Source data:
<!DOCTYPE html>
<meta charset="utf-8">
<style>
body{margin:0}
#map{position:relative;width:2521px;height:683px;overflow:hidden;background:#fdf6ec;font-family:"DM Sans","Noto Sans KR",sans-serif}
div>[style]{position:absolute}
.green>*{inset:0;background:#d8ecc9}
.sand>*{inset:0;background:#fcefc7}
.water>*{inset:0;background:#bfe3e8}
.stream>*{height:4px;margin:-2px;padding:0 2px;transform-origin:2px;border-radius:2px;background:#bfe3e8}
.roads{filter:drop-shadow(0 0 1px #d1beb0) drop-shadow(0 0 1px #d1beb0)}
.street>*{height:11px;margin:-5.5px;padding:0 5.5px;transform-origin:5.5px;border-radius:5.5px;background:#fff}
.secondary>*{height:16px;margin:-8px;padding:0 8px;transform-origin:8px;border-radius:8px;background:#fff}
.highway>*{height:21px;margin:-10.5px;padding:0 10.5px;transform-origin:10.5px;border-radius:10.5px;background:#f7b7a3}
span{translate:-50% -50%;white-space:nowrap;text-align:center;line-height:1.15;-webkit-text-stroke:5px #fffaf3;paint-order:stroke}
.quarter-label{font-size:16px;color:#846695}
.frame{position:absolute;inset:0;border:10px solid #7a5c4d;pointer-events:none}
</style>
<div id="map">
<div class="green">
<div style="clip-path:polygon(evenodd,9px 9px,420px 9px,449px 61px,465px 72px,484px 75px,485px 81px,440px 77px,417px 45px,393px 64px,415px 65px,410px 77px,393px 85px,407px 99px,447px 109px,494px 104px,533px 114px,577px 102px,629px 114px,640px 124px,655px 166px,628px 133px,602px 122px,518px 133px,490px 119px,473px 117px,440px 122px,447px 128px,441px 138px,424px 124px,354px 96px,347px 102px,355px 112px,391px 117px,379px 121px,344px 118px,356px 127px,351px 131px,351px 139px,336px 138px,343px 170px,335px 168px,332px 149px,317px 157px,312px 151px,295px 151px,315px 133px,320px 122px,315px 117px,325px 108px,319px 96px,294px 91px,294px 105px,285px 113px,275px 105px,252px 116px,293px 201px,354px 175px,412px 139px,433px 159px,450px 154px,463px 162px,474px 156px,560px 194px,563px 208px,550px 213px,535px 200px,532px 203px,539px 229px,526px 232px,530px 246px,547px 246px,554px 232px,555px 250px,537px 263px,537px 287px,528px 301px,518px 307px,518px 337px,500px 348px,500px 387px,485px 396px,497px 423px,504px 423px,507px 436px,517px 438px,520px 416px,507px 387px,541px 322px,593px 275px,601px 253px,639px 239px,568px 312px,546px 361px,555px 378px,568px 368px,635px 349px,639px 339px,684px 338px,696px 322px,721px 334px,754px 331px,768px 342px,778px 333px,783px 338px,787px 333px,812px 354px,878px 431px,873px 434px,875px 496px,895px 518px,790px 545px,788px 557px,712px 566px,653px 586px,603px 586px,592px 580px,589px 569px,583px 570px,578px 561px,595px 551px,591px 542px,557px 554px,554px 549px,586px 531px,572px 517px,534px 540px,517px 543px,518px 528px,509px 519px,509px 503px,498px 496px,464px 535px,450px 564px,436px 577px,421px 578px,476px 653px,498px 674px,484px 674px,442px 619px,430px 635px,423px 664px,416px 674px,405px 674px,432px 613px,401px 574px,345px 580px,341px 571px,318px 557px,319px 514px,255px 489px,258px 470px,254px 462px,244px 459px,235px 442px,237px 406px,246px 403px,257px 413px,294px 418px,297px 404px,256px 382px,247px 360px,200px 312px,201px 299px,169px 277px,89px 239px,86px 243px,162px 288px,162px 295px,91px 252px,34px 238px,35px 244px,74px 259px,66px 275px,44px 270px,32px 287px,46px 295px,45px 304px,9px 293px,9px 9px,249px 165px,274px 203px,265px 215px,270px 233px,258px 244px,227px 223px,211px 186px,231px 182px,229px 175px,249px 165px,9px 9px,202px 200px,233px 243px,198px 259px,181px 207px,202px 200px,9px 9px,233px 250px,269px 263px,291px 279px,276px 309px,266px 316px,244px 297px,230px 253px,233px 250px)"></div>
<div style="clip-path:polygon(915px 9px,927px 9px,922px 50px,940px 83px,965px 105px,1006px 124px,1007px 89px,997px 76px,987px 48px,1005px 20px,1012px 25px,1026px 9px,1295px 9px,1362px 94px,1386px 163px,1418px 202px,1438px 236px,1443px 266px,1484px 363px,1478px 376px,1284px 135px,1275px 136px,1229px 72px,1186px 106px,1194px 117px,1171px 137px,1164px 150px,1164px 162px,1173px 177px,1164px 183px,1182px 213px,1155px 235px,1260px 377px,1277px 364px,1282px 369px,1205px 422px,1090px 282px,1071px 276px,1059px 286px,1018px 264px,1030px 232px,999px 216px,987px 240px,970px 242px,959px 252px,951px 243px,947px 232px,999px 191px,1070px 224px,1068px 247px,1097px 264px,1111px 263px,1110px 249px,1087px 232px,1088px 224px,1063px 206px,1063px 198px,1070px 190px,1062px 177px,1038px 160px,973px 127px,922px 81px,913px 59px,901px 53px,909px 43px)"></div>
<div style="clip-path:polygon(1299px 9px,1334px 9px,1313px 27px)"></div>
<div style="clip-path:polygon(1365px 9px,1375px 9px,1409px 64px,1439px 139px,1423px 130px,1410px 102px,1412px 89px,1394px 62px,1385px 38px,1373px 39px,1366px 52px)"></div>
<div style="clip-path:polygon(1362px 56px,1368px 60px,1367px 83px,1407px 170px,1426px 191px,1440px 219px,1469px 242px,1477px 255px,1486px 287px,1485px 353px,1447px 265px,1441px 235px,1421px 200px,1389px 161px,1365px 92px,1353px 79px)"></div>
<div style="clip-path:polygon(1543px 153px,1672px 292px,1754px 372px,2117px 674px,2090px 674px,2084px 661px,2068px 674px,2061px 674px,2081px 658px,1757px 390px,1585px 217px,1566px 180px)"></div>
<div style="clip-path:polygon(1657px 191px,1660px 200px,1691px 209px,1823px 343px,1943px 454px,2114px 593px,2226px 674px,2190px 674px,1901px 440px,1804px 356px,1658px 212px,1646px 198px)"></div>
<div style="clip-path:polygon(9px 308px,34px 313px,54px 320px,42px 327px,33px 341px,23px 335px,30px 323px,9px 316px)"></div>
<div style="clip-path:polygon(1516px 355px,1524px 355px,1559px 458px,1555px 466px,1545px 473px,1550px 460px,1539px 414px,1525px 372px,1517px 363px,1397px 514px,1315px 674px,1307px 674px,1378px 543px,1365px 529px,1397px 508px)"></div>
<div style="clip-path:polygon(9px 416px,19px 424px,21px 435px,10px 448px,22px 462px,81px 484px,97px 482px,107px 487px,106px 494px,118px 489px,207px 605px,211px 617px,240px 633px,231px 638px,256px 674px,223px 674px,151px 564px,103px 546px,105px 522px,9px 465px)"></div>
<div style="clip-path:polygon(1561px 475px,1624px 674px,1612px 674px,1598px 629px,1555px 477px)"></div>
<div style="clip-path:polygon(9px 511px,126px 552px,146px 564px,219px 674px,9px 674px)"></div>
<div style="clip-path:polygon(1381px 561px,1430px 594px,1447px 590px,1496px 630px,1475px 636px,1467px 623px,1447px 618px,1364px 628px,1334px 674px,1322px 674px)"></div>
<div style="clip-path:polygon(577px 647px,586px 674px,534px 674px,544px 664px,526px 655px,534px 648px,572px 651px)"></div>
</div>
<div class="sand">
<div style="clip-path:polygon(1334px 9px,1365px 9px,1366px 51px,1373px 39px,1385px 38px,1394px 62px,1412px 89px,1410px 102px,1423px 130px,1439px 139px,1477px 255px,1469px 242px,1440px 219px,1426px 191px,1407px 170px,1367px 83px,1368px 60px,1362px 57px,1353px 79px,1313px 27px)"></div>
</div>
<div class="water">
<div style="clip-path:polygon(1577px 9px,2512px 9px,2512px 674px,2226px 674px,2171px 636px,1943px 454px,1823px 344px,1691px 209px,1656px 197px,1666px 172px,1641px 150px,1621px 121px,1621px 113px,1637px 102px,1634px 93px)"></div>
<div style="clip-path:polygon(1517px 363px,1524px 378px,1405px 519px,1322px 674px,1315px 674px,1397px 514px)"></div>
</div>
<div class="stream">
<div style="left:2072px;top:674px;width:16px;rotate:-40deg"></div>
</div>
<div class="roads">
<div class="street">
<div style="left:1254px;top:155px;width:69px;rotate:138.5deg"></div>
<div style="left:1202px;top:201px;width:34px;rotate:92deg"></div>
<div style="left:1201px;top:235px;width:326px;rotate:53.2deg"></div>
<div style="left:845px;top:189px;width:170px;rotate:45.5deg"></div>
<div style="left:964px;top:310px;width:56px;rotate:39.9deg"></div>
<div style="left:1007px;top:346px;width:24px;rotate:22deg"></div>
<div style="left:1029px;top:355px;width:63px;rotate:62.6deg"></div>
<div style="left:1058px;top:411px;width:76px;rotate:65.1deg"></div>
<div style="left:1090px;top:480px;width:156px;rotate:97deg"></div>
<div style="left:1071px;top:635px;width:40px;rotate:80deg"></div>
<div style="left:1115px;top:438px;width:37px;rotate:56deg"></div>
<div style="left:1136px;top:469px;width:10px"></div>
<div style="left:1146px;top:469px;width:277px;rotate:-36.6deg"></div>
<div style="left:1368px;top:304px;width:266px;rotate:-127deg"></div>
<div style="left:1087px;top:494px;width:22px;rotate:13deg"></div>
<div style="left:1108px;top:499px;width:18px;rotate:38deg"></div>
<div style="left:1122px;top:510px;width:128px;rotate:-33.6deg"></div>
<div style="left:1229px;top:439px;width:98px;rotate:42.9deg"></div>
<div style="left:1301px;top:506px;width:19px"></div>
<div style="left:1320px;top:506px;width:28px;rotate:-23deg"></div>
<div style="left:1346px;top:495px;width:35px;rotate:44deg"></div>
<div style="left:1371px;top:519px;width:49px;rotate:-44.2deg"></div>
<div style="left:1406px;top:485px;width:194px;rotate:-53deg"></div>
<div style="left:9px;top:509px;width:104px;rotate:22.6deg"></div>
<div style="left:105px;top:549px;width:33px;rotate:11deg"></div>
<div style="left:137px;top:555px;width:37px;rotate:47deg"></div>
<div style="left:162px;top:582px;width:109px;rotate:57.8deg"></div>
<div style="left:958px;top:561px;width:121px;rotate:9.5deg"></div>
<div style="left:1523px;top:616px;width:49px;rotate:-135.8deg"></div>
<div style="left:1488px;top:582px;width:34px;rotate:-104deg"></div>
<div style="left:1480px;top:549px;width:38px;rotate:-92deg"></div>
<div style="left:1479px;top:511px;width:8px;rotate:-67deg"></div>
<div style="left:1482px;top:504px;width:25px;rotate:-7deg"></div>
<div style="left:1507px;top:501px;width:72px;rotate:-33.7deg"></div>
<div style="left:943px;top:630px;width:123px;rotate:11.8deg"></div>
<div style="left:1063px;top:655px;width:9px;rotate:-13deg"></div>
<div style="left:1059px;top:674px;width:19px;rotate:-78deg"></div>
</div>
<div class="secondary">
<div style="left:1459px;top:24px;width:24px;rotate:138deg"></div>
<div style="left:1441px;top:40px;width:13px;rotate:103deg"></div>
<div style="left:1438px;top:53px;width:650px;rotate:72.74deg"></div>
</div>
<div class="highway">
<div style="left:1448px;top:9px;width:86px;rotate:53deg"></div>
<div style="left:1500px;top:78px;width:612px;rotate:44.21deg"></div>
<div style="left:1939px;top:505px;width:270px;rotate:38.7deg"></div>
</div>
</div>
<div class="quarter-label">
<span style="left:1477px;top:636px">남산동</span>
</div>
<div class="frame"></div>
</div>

TASK INSTRUCTIONS:
What lines above hold the word "stream"? List them all.

EXERCISE SOLUTION:
.stream>*{height:4px;margin:-2px;padding:0 2px;transform-origin:2px;border-radius:2px;background:#bfe3e8}
<div class="stream">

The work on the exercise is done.